TASK OBJECTIVE: Drop the pictures and restate the rest of the listing word for word.

DATASET CONTENT:
[Start of Attachment]

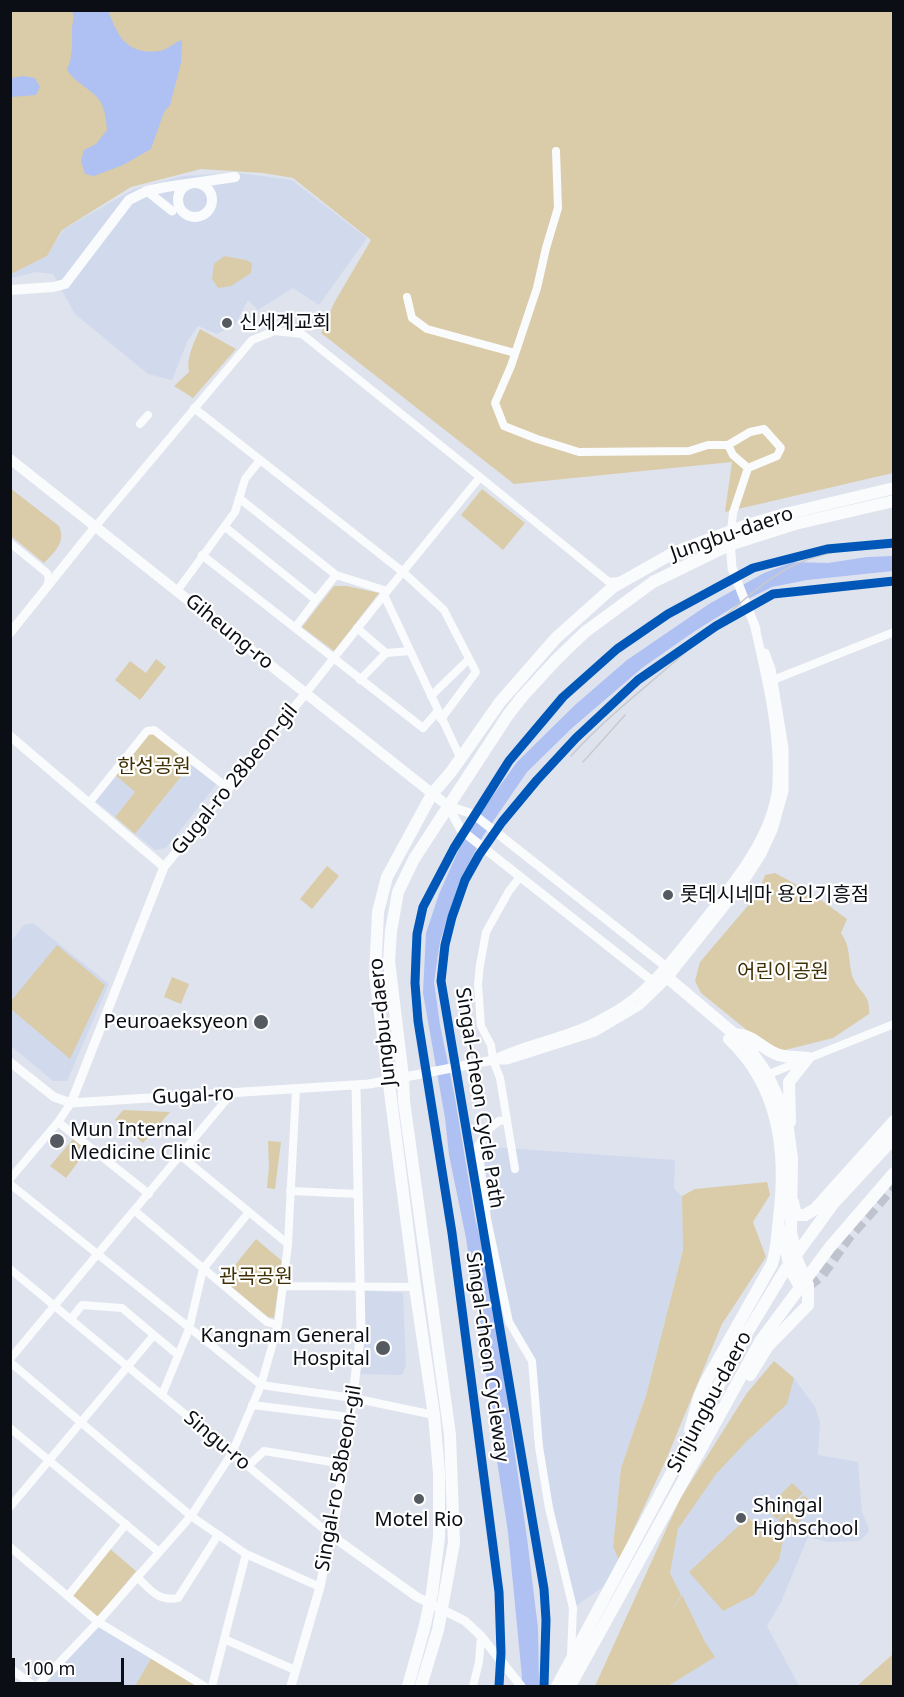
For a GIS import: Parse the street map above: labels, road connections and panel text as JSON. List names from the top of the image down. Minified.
{"streets":{"main road":["Jungbu-daero","Giheung-ro","Sinjungbu-daero"],"street":["Gugal-ro 28beon-gil","Gugal-ro","Singu-ro","Singal-ro 58beon-gil"],"cycle path":["Singal-cheon Cycle Path","Singal-cheon Cycleway"]},"crossings":[["Jungbu-daero","Giheung-ro"],["Jungbu-daero","Gugal-ro"],["Jungbu-daero","Singu-ro"],["Giheung-ro","Gugal-ro 28beon-gil"],["Gugal-ro 28beon-gil","Gugal-ro"],["Gugal-ro","Singal-ro 58beon-gil"],["Singu-ro","Singal-ro 58beon-gil"]],"parks":["한성공원","어린이공원","관곡공원"],"places":["신세계교회","롯데시네마 용인기흥점","Peuroaeksyeon","Mun Internal Medicine Clinic","Kangnam General Hospital","Motel Rio","Shingal Highschool"],"scale_bar":"100 m"}
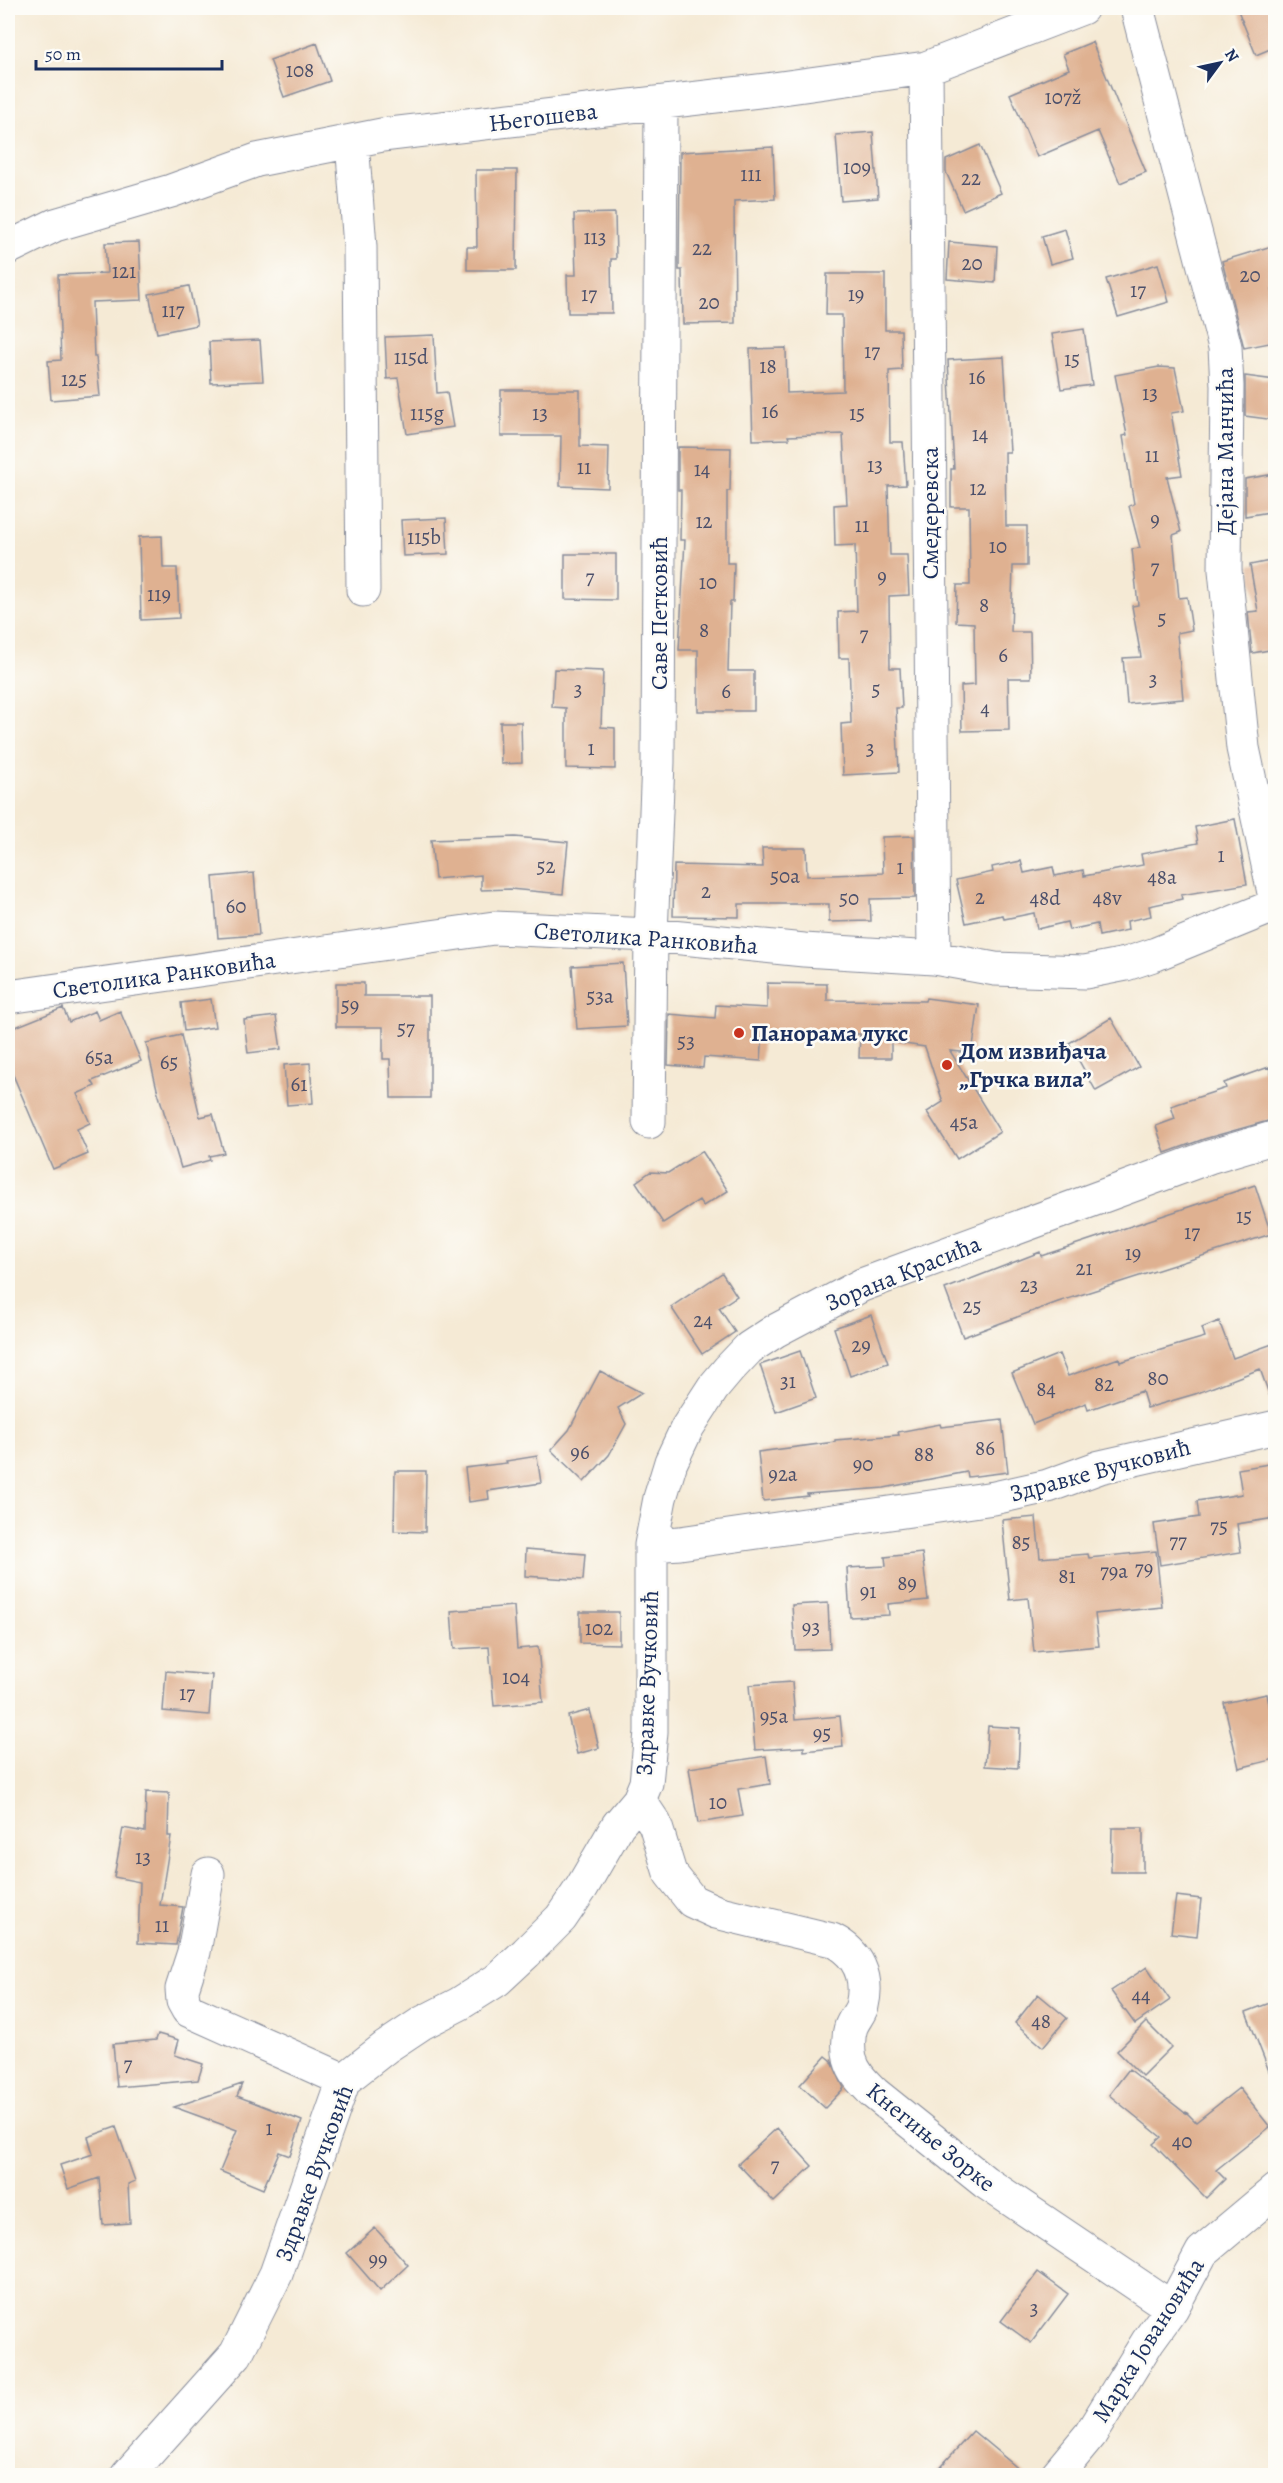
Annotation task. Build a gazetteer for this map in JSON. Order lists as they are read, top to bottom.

[End of Attachment]

SOLUTION:
For a GIS import: Parse the street map above: labels, road connections and panel text as JSON. List names from the top of the image down. Minified.
{"streets":{"main road":["Jungbu-daero","Giheung-ro","Sinjungbu-daero"],"street":["Gugal-ro 28beon-gil","Gugal-ro","Singu-ro","Singal-ro 58beon-gil"],"cycle path":["Singal-cheon Cycle Path","Singal-cheon Cycleway"]},"crossings":[["Jungbu-daero","Giheung-ro"],["Jungbu-daero","Gugal-ro"],["Jungbu-daero","Singu-ro"],["Giheung-ro","Gugal-ro 28beon-gil"],["Gugal-ro 28beon-gil","Gugal-ro"],["Gugal-ro","Singal-ro 58beon-gil"],["Singu-ro","Singal-ro 58beon-gil"]],"parks":["한성공원","어린이공원","관곡공원"],"places":["신세계교회","롯데시네마 용인기흥점","Peuroaeksyeon","Mun Internal Medicine Clinic","Kangnam General Hospital","Motel Rio","Shingal Highschool"],"scale_bar":"100 m"}
Annotation task. Build a gazetteer for this map in JSON. Order lists as they are read, top to bottom.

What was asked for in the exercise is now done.